This is the repo for the paper "Improving the Accuracy-Memory Trade-Off of Random Forests Via Leaf-Refinement".

Overview

Improving the Accuracy-Memory Trade-Off of Random Forests Via Leaf-Refinement

This is the repository for the paper "Improving the Accuracy-Memory Trade-Off of Random Forests Via Leaf-Refinement". The repository is structured as the following:

  • PyPruning: This repository contains the implementations for all pruning algorithms and can be installed as a regular python package and used in other projects. For more information have a look at the Readme file in PyPruning/Readme.md and its documentation in PyPruning/docs.
  • experiment_runner: This is a simple package / script which can be used to run multiple experiments in parallel on the same machine or distributed across many different machines. It can also be installed as a regular python package and used for other projects. For more information have a look at the Readme file in experiment_runner/Readme.md.
  • {adult, bank, connect, ..., wine-quality}: Each folder contains an script init.sh which downloads the necessary files and performs pre-processing if necessary (e.g. extract archives etc.).
  • init_all.sh: Iterates over all datasets and calls the respective init.sh files. Depending on your internet connection this may take some time
  • environment.yml: Anaconda environment file which contains all dependencies. For more details see below
  • LeafRefinement.py: This is the implementation of the LeafRefinement method. We initially implemented a more complex method which uses Proximal Gradient Descent to simultaneously learn the weights and refine leaf nodes. During our experiments we discovered that leaf-refinement in iteself was enough and much simpler. We kept our old code, but implemented the LeafRefinement.py class for easier usage.
  • run.py: The script which executes the experiments. For more details see the examples below.
  • plot_results.py: The script is used explore and display results. It also creates the plots for the paper.

Getting everything ready

This git repository contains two submodules PyPruning and experiment_runner which need to be cloned first.

git clone --recurse-submodules [email protected]:sbuschjaeger/leaf-refinement-experiments.git

After the code has been obtained you need to install all dependencies. If you use Anaconda you can simply call

conda env create -f environment.yml

to prepare and activate the environment LR. After that you can install the python packages PyPruning and experiment_runner via pip:

pip install -e file:PyPruning
pip install -e file:experiment_runner

and finally activate the environment with

conda activate LR

Last you will need to get some data. If you are interested in a specific dataset you can use the accompanying init.sh script via

cd `${Dataset}`
./init.sh

or if you want to download all datasets use

./init_all.sh

Depending on your internet connection this may take some time.

Running experiments

If everything worked as expected you should now be able to run the run.py script to prune some ensembles. This script has a decent amount of parameters. See further below for an minimal working example.

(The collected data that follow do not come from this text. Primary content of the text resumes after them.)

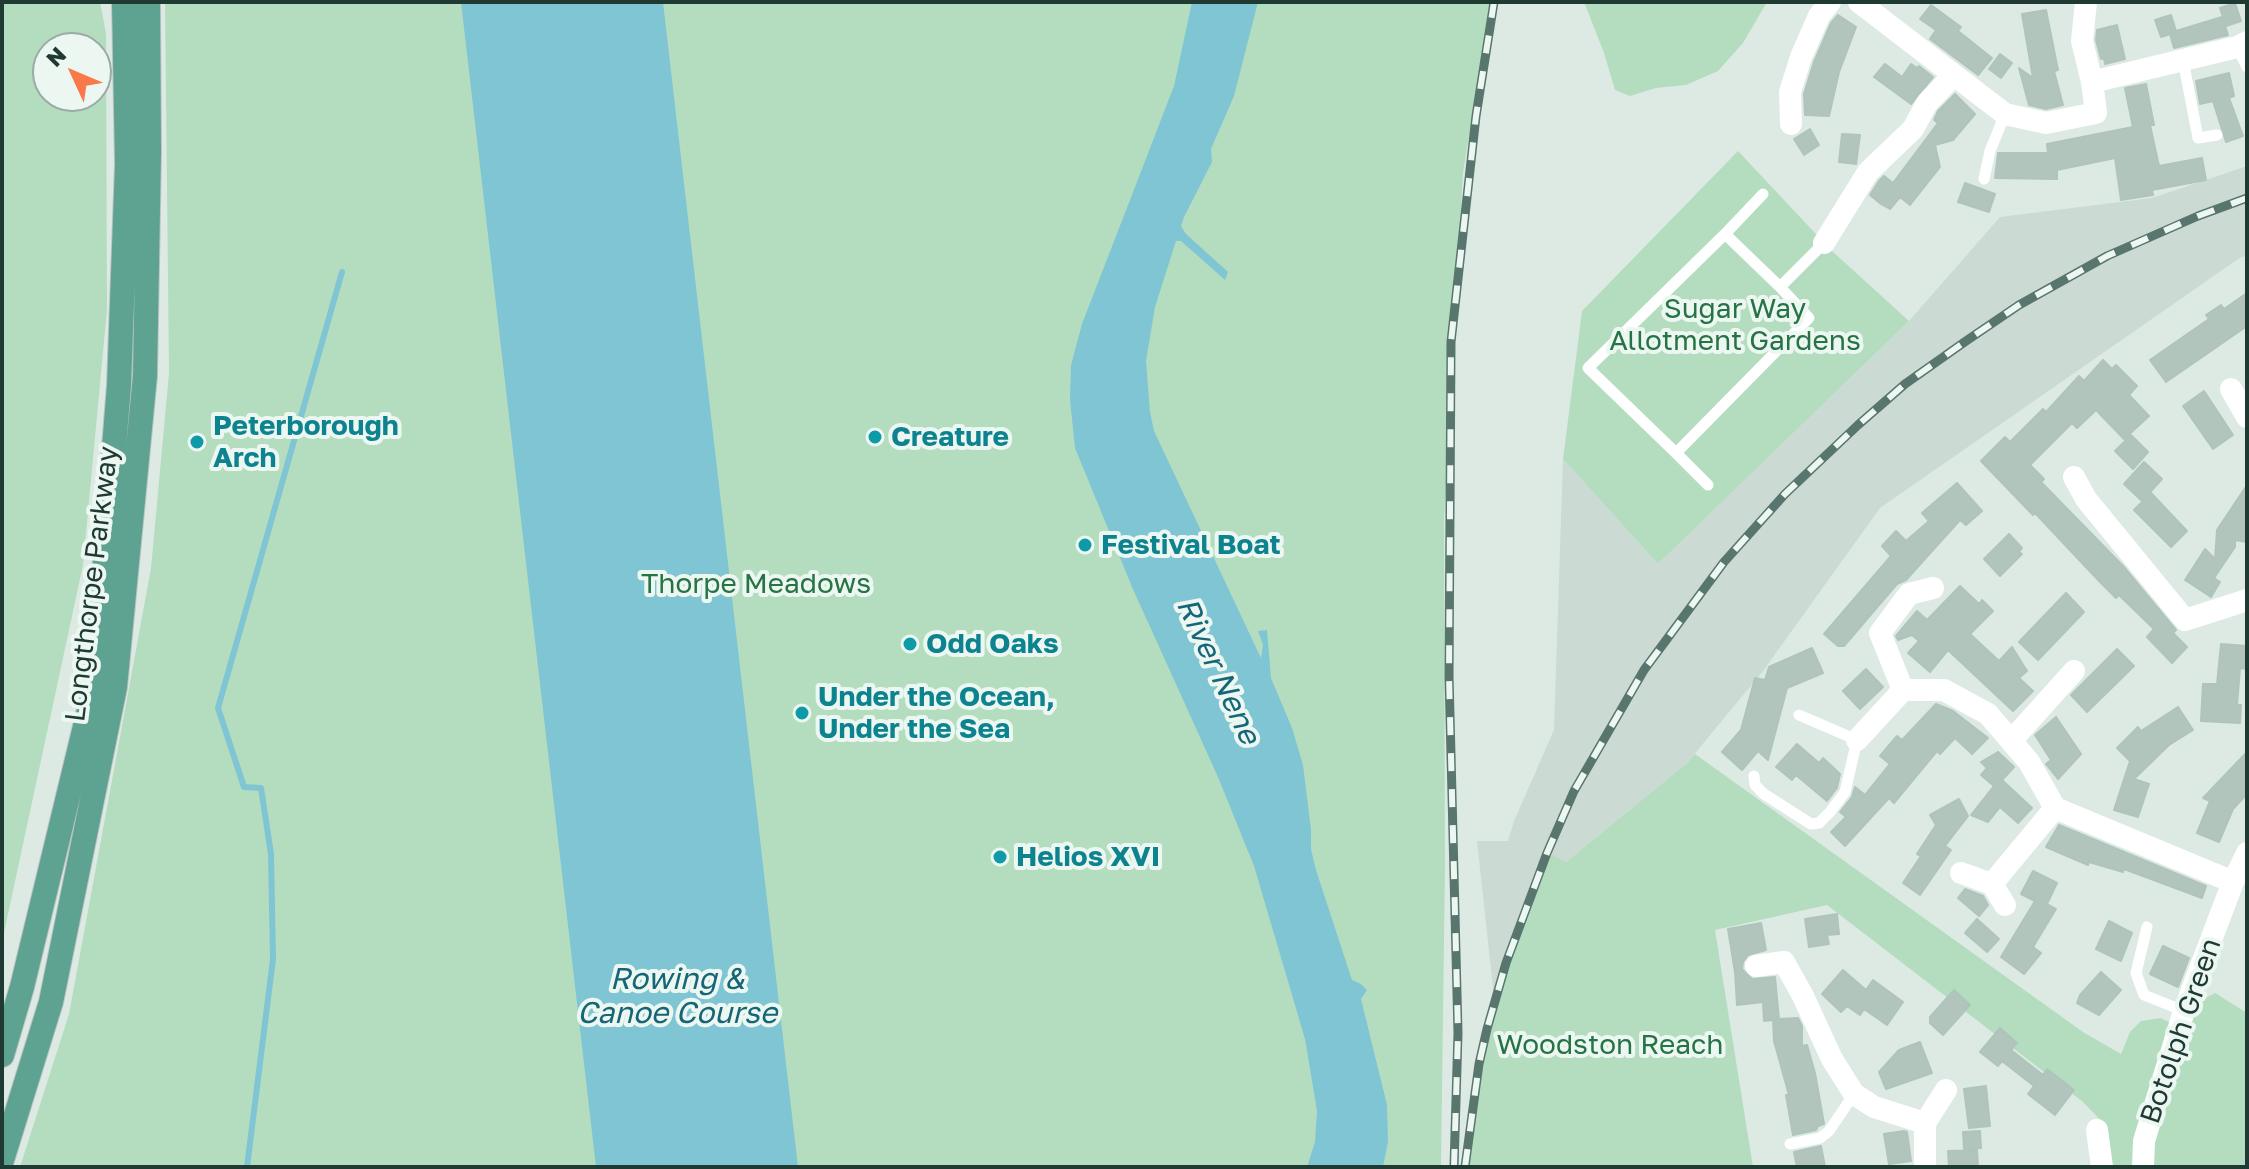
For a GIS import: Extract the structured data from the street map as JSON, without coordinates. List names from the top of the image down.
{
  "streets": {
    "main road": ["Longthorpe Parkway"],
    "street": ["Botolph Green"]
  },
  "water": ["River Nene", "Rowing & Canoe Course"],
  "parks": ["Sugar Way Allotment Gardens", "Thorpe Meadows", "Woodston Reach"],
  "places": [
    "Creature",
    "Peterborough Arch",
    "Festival Boat",
    "Odd Oaks",
    "Under the Ocean, Under the Sea",
    "Helios XVI"
  ],
  "north": "top left"
}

  • n_jobs: Number of jobs / threads used for multiprocessing
  • base: Base learner used for experiments. Can be {RandomForestClassifier, ExtraTreesClassifier, BaggingClassifier, HeterogenousForest}. Can be a list of arguments for multiple experiments.
  • nl: Maximum number of leaf nodes (corresponds to scikit-learns max_leaf_nodes parameter)
  • dataset: Dataset used for experiment. Can be a list of arguments for multiple experiments.
  • n_estimators: Number of estimators trained for the base learner.
  • n_prune: Size of the pruned ensemble. Can be a list of arguments for multiple experiments.
  • xval: Number of cross validation runs (default is 5)
  • use_prune: If set then the script uses a train / prune / test split. If not set then the training data is also used for pruning.
  • timeout: Maximum number of seconds per run. If the runtime exceeds the provided value, stop execution (default is 5400 seconds)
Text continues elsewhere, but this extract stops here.